Start at the first record below and retype through the last, exactly.

━━ PROVIDED INFORMATION

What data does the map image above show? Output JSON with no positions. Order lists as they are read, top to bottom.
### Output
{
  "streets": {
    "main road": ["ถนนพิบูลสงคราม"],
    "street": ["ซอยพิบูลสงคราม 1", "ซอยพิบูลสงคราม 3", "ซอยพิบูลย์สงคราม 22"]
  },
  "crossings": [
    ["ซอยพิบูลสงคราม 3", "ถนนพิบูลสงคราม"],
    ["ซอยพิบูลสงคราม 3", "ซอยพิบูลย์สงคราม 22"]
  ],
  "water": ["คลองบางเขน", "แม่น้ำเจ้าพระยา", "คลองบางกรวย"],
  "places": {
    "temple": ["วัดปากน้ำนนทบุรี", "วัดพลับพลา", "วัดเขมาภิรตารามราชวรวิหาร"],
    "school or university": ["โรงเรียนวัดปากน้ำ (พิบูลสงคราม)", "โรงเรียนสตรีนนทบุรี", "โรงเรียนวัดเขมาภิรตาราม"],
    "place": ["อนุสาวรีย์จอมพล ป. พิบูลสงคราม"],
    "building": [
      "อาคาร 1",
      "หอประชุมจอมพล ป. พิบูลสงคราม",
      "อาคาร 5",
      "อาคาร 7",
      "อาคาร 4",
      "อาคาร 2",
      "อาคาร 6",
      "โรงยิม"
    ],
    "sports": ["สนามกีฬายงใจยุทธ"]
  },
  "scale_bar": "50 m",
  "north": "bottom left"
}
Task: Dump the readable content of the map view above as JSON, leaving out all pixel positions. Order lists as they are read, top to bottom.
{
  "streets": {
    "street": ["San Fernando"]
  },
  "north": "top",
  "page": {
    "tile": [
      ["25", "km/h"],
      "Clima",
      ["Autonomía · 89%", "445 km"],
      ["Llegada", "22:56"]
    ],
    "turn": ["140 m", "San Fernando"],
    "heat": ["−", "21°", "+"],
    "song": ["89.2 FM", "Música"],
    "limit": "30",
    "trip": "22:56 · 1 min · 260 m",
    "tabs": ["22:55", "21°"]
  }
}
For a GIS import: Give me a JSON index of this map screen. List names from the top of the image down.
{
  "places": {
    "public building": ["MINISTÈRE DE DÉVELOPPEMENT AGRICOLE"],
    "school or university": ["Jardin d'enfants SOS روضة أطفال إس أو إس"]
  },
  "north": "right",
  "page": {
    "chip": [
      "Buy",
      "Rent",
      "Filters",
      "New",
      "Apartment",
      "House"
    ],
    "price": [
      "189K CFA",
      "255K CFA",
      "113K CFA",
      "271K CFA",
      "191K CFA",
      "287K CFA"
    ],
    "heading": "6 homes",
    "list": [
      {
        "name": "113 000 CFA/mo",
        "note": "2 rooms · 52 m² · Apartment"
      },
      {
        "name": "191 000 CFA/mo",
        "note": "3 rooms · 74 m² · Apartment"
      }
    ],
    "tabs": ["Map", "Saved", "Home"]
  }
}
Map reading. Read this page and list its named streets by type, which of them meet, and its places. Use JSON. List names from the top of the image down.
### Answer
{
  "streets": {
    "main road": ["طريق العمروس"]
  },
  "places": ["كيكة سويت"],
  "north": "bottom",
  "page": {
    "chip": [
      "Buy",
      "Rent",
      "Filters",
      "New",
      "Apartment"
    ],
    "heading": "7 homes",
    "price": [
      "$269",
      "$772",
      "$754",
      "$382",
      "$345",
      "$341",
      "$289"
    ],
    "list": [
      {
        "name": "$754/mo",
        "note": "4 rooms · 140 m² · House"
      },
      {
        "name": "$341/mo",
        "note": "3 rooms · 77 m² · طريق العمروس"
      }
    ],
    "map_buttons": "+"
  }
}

━━━━

### RESPONSE AREA
What data does the map image above show? Output JSON with no positions. Order lists as they are read, top to bottom.
### Output
{
  "streets": {
    "main road": ["ถนนพิบูลสงคราม"],
    "street": ["ซอยพิบูลสงคราม 1", "ซอยพิบูลสงคราม 3", "ซอยพิบูลย์สงคราม 22"]
  },
  "crossings": [
    ["ซอยพิบูลสงคราม 3", "ถนนพิบูลสงคราม"],
    ["ซอยพิบูลสงคราม 3", "ซอยพิบูลย์สงคราม 22"]
  ],
  "water": ["คลองบางเขน", "แม่น้ำเจ้าพระยา", "คลองบางกรวย"],
  "places": {
    "temple": ["วัดปากน้ำนนทบุรี", "วัดพลับพลา", "วัดเขมาภิรตารามราชวรวิหาร"],
    "school or university": ["โรงเรียนวัดปากน้ำ (พิบูลสงคราม)", "โรงเรียนสตรีนนทบุรี", "โรงเรียนวัดเขมาภิรตาราม"],
    "place": ["อนุสาวรีย์จอมพล ป. พิบูลสงคราม"],
    "building": [
      "อาคาร 1",
      "หอประชุมจอมพล ป. พิบูลสงคราม",
      "อาคาร 5",
      "อาคาร 7",
      "อาคาร 4",
      "อาคาร 2",
      "อาคาร 6",
      "โรงยิม"
    ],
    "sports": ["สนามกีฬายงใจยุทธ"]
  },
  "scale_bar": "50 m",
  "north": "bottom left"
}
Task: Dump the readable content of the map view above as JSON, leaving out all pixel positions. Order lists as they are read, top to bottom.
{
  "streets": {
    "street": ["San Fernando"]
  },
  "north": "top",
  "page": {
    "tile": [
      ["25", "km/h"],
      "Clima",
      ["Autonomía · 89%", "445 km"],
      ["Llegada", "22:56"]
    ],
    "turn": ["140 m", "San Fernando"],
    "heat": ["−", "21°", "+"],
    "song": ["89.2 FM", "Música"],
    "limit": "30",
    "trip": "22:56 · 1 min · 260 m",
    "tabs": ["22:55", "21°"]
  }
}
For a GIS import: Give me a JSON index of this map screen. List names from the top of the image down.
{
  "places": {
    "public building": ["MINISTÈRE DE DÉVELOPPEMENT AGRICOLE"],
    "school or university": ["Jardin d'enfants SOS روضة أطفال إس أو إس"]
  },
  "north": "right",
  "page": {
    "chip": [
      "Buy",
      "Rent",
      "Filters",
      "New",
      "Apartment",
      "House"
    ],
    "price": [
      "189K CFA",
      "255K CFA",
      "113K CFA",
      "271K CFA",
      "191K CFA",
      "287K CFA"
    ],
    "heading": "6 homes",
    "list": [
      {
        "name": "113 000 CFA/mo",
        "note": "2 rooms · 52 m² · Apartment"
      },
      {
        "name": "191 000 CFA/mo",
        "note": "3 rooms · 74 m² · Apartment"
      }
    ],
    "tabs": ["Map", "Saved", "Home"]
  }
}
Map reading. Read this page and list its named streets by type, which of them meet, and its places. Use JSON. List names from the top of the image down.
### Answer
{
  "streets": {
    "main road": ["طريق العمروس"]
  },
  "places": ["كيكة سويت"],
  "north": "bottom",
  "page": {
    "chip": [
      "Buy",
      "Rent",
      "Filters",
      "New",
      "Apartment"
    ],
    "heading": "7 homes",
    "price": [
      "$269",
      "$772",
      "$754",
      "$382",
      "$345",
      "$341",
      "$289"
    ],
    "list": [
      {
        "name": "$754/mo",
        "note": "4 rooms · 140 m² · House"
      },
      {
        "name": "$341/mo",
        "note": "3 rooms · 77 m² · طريق العمروس"
      }
    ],
    "map_buttons": "+"
  }
}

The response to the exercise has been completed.